Angesichts der Krise hat die Union die Bundesregierung daher aufgefordert, die bereits Anfang September von Bundeskanzler Olaf Scholz in Aussicht gestellte Zusammenarbeit mit der Opposition endlich umzusetzen. Während Scholz dabei vor allem den Abbau von Bürokratie im Sinn hatte, schlägt CDU-Chef Friedrich Merz eine Zusammenarbeit zur Lösung der Migrationskrise vor. Es müsse dringend etwa darüber gesprochen werden, wie die irreguläre Migration in die sozialen Sicherungssysteme reduziert oder möglichst schnell gestoppt werden könne, sagte Merz. Doch daß es tatsächlich in absehbarer Zeit zu einer Zusammenarbeit der Ampel mit der Union zur Eindämmung der Migrationskrise kommen wird, gilt in Berlin derzeit als sehr unwahrscheinlich.
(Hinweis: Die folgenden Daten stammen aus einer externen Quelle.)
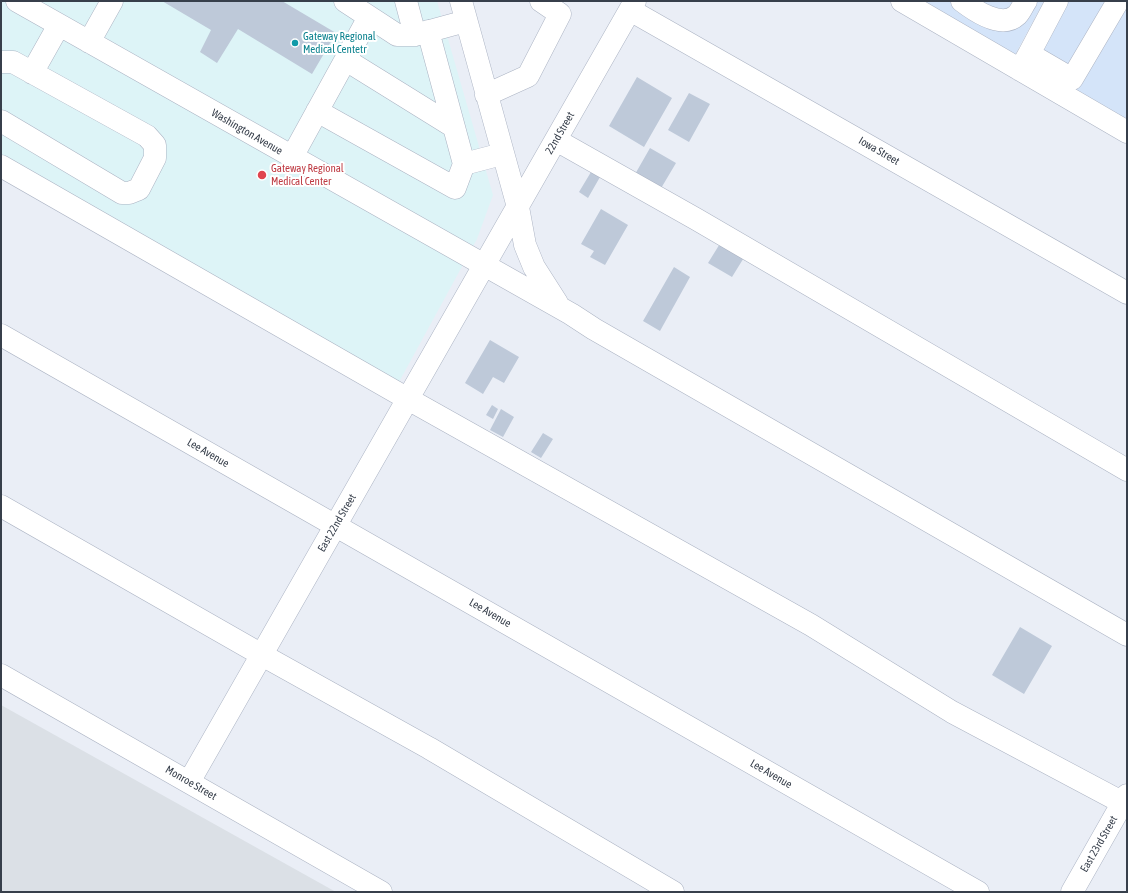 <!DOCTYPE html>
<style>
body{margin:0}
#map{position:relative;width:1128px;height:893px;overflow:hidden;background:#eaeef6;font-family:"Asap Condensed",sans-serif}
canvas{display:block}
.frame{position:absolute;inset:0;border:2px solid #373f4b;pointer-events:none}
</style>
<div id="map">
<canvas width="1128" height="893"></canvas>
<div class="frame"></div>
</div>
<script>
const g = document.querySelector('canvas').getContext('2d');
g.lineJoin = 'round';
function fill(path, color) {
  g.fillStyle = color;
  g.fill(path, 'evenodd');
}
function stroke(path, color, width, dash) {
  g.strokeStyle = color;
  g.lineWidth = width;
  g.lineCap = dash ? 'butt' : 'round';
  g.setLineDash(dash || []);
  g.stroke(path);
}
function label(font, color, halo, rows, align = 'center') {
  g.font = font + ' "Asap Condensed",sans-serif';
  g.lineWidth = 4;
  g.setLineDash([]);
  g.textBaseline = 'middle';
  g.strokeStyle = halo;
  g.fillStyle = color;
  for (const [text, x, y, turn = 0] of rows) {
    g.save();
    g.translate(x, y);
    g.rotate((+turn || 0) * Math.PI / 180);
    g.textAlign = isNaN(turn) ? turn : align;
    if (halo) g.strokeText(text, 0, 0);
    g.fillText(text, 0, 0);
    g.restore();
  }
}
fill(new Path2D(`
 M918,1H1044L1015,55Z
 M1062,1H1127V123L1027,66Z`), '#d4e4f9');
fill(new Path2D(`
 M1,705L336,892H1Z`), '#dbe0e6');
fill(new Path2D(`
 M1,1H437L493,195L477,239L399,382L1,155Z`), '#ddf4f7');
fill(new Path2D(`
 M162,1H282L336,33L312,74L238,29L217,63L200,52L211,30Z
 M637,77L672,98L644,147L609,126Z
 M689,93L710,104L689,142L668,130Z
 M650,148L676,163L660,190L634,176Z
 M591,172L600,177L588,198L579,192Z
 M601,209L628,225L605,265L590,257L594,251L581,244Z
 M721,242L745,256L732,277L708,263Z
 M674,267L690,277L660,331L643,321Z
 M490,340L519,357L504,383L493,377L483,394L465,383Z
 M492,405L498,409L493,419L486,415Z
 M501,409L514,417L503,437L490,430Z
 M543,433L553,439L541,458L531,452Z
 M1020,627L1052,646L1024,694L992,675Z`), '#bec9d9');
const minor = new Path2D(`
 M17,1L571,314L594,329L1127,635
 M345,1L397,35H415
 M406,1L415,35L466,21
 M461,1L518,207L525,245L534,267L557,303
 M902,1L1127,132
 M962,1C975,11 1002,29 1017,15C1021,11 1023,5 1026,1
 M630,10L1127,293
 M428,31L464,164L502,154
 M89,42L112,1
 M1029,54L1057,1
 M346,60L454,127
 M1,62H13L147,136L155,145V158L139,189L129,193H122L1,121
 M1020,70L1029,54L1072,79L1118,1
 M32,73L59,25
 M486,95L528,76L560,14L541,1
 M317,111L455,188L464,164
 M556,140L696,219L1127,470
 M292,157L369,17
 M1,166L408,399L811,625L952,712L1127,805
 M1,335L978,892
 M1,506L262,655L429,748L673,892
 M1,675L381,892
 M189,782L635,1
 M1072,892L1127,795`);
stroke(minor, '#abb3c3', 23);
stroke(minor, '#fff', 22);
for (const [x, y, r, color] of [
 [295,43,4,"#0f9aa8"],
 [262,175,5,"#e0444e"]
]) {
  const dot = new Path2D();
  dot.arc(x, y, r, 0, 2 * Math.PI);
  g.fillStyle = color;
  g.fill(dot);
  stroke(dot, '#fff', 1.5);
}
label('11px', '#0d838f', '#fff', [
 ["Gateway Regional",303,37],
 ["Medical Centetr",303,50]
], 'left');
label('11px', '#373f4b', '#fff', [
 ["Washington Avenue",247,132,30],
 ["22nd Street",560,133,-60],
 ["Iowa Street",879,151,30],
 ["Lee Avenue",208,453,30],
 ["East 22nd Street",337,523,-60],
 ["Lee Avenue",490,613,30],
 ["Lee Avenue",771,774,30],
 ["Monroe Street",191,783,30],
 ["East 23rd Street",1099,844,-60]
]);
label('11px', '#be3a42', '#fff', [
 ["Gateway Regional",271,169],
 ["Medical Center",271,182]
], 'left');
</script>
In der Ampel hofft man stattdessen auf schnelle Erfolge bei der Reform der Gemeinsamen Europä-ischen Asylpolitik. Die EU-Innenminister hatten sich Anfang Oktober unter anderem darauf geeinigt, daß Asylverfahren künftig bereits an der EU-Außengrenze stattfinden können und das gesamte Prüf- und Rückführungsverfahren maximal sechs Monate dauern soll. Zudem sind Rückführungsabkommen mit Drittstaaten geplant. Doch bis diese Änderungen greifen, können noch Monate vergehen. Für entsprechende Verschärfungen hat sich unterdessen der frühere Präsident des Bundesverfassungsgerichts, Hans-Jürgen Papier, ausgesprochen. Das Asylrecht dürfe nicht länger zweckentfremdet werden „als Türöffner und Rechtfertigung einer an sich illegalen Einwanderung“, so Papier.